» WHAT YOU WILL DO: Repeat back the entries that follow, keeping every word as it is.

-------- RECORDS SHOWN --------

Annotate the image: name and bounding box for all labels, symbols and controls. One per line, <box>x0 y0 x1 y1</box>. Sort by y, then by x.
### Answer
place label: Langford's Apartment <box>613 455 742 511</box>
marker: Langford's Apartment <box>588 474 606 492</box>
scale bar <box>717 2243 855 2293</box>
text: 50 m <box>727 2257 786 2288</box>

--------

» ANSWER BOX:
Annotate the image: name and bounding box for all labels, symbols and controls. One per line, <box>x0 y0 x1 y1</box>. Sort by y, then by x.
### Answer
place label: Langford's Apartment <box>613 455 742 511</box>
marker: Langford's Apartment <box>588 474 606 492</box>
scale bar <box>717 2243 855 2293</box>
text: 50 m <box>727 2257 786 2288</box>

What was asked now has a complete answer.